_EXERCISE OBJECTIVE_:
Look through the records, and wherever the string "minor" turns up, copy out that line.

Stored items
———
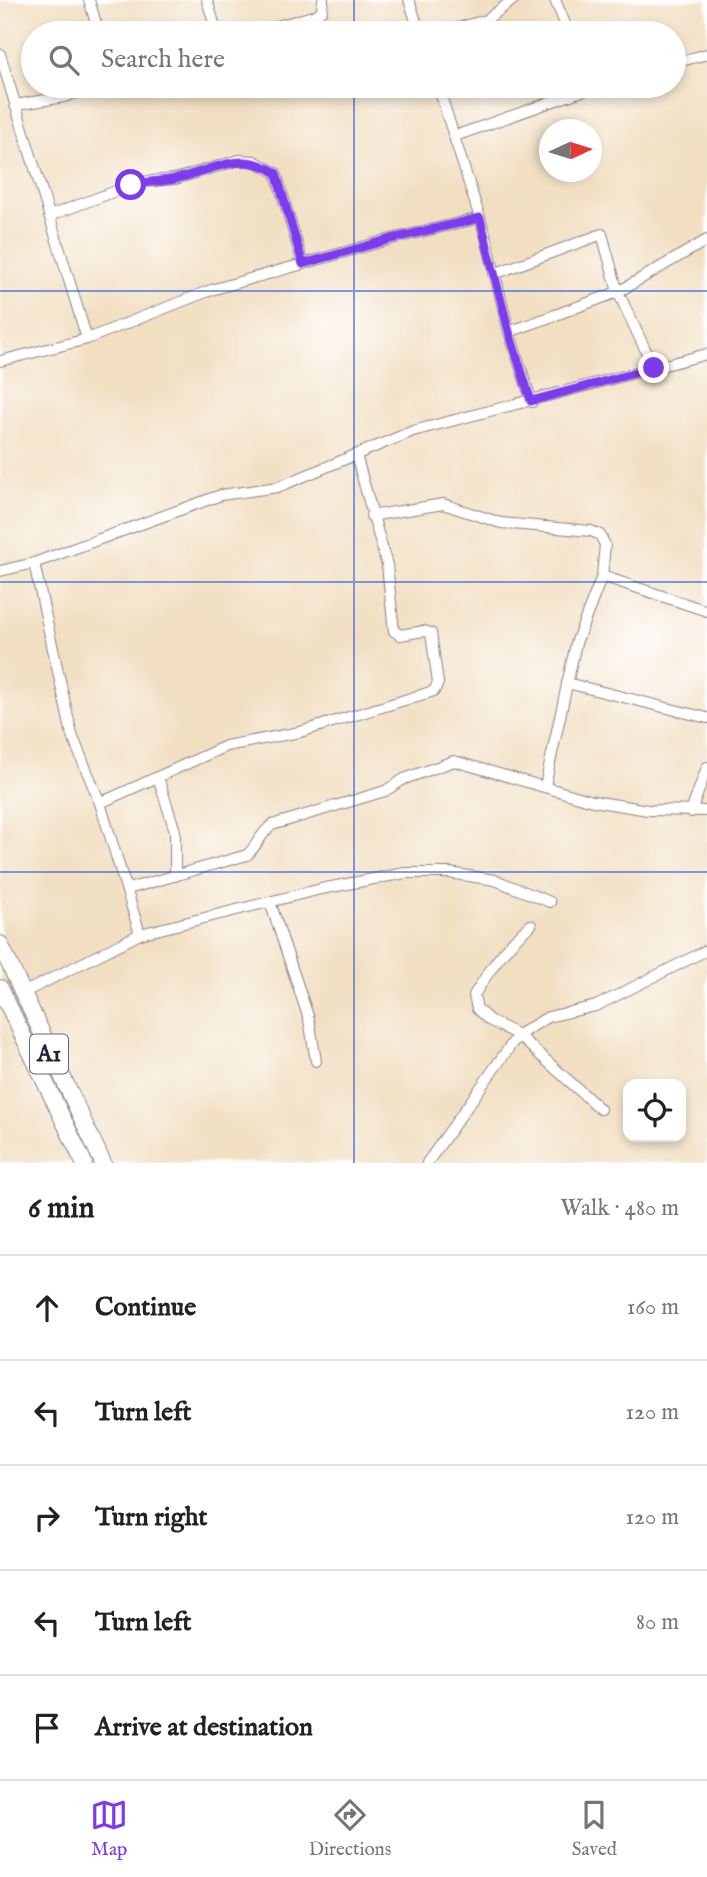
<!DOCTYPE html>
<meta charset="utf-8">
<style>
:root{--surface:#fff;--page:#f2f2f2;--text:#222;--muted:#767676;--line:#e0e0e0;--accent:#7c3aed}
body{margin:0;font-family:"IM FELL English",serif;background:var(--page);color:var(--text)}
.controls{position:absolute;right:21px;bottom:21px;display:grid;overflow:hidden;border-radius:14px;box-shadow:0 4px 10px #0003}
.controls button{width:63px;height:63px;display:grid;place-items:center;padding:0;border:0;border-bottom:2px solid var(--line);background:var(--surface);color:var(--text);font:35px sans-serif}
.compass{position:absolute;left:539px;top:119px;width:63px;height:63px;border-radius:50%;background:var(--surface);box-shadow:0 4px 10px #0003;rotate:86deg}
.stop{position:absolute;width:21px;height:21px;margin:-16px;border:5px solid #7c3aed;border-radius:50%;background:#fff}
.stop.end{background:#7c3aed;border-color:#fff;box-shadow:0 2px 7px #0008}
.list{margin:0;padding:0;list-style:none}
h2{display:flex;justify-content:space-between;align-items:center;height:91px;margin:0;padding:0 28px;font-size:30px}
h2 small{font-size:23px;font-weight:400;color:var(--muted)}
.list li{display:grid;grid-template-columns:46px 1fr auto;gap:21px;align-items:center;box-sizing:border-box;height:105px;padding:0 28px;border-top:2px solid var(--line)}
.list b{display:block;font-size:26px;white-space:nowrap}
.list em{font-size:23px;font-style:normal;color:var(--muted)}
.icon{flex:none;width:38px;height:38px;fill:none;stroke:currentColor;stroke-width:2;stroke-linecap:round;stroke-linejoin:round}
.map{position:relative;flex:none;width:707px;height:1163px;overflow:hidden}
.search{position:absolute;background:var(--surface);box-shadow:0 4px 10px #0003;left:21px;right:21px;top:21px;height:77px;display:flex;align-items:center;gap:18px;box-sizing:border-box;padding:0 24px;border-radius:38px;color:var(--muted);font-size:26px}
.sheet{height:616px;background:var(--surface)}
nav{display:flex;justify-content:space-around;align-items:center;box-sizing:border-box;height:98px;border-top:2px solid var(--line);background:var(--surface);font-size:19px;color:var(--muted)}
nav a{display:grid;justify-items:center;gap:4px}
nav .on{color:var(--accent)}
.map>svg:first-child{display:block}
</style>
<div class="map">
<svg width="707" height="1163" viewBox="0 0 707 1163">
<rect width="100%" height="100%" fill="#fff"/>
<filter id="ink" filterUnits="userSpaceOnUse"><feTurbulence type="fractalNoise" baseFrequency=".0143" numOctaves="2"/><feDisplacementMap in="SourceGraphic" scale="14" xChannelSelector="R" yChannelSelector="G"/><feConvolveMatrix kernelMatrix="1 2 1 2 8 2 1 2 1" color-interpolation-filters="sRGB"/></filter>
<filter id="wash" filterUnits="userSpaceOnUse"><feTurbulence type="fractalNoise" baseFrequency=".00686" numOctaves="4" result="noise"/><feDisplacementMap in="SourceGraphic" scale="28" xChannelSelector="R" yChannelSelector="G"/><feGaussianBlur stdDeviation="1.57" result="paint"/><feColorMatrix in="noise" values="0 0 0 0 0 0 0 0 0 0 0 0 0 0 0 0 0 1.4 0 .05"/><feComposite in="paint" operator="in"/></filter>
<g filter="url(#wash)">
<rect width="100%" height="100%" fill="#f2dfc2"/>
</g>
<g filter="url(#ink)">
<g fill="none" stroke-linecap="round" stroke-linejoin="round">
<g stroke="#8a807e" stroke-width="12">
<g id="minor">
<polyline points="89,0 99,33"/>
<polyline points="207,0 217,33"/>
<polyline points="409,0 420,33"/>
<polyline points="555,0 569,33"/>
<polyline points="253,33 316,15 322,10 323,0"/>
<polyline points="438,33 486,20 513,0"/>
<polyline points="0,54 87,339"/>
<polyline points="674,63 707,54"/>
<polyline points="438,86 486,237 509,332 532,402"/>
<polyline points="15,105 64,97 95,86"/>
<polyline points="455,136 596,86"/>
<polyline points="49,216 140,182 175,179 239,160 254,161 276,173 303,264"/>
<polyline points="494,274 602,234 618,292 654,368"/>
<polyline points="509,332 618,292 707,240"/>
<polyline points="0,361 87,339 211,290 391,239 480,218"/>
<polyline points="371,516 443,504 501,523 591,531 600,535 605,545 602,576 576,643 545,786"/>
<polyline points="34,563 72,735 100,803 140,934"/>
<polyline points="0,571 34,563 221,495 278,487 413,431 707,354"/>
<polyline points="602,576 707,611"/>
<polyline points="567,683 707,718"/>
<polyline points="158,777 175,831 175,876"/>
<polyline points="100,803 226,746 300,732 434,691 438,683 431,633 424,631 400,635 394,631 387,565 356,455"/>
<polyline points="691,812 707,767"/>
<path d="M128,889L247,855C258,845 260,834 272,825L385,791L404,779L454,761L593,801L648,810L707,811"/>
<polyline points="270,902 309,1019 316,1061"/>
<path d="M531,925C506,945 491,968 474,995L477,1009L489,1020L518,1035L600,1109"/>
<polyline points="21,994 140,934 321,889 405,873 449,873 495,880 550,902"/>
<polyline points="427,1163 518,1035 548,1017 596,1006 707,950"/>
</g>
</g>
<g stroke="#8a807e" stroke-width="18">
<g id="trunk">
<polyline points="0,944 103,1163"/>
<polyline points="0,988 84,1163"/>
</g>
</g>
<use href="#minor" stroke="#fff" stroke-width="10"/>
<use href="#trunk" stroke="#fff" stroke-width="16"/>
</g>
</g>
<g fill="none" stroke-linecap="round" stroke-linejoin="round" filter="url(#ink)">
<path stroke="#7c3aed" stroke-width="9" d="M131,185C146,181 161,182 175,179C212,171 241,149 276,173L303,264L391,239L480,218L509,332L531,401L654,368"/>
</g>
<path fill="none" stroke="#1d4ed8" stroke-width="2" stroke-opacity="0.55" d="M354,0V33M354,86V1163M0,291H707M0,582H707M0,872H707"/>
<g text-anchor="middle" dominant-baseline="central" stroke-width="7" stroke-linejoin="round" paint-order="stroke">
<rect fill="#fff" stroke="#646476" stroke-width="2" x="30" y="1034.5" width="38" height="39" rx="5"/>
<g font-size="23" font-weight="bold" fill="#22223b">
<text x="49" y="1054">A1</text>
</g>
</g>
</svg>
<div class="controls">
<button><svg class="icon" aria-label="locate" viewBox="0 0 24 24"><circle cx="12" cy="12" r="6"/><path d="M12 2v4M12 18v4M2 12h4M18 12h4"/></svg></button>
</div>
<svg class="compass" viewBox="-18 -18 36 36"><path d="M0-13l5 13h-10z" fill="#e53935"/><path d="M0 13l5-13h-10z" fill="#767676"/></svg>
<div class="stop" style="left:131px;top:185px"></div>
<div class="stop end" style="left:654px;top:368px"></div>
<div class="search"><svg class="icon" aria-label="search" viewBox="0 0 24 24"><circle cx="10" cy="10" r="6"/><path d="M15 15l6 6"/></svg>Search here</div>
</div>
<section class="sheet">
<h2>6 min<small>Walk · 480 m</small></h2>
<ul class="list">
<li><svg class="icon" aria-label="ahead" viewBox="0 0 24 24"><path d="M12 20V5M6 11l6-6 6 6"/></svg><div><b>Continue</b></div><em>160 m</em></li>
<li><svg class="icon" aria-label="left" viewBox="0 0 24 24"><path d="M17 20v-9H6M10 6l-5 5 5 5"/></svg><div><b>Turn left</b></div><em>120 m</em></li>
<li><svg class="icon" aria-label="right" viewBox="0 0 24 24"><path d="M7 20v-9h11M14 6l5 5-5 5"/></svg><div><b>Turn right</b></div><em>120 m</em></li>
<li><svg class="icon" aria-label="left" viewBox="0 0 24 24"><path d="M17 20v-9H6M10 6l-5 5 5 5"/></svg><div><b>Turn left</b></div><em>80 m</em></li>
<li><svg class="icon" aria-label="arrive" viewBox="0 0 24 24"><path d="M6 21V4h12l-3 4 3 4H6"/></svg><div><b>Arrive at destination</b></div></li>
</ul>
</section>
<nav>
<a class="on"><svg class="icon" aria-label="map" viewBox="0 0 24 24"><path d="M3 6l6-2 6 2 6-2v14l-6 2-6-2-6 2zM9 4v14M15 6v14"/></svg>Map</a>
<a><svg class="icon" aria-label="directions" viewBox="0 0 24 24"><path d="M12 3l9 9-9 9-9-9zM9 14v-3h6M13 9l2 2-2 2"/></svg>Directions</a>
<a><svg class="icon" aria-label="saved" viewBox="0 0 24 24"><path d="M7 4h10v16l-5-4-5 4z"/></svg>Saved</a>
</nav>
———
_OUTPUT OF THE EXERCISE_:
<g id="minor">
<use href="#minor" stroke="#fff" stroke-width="10"/>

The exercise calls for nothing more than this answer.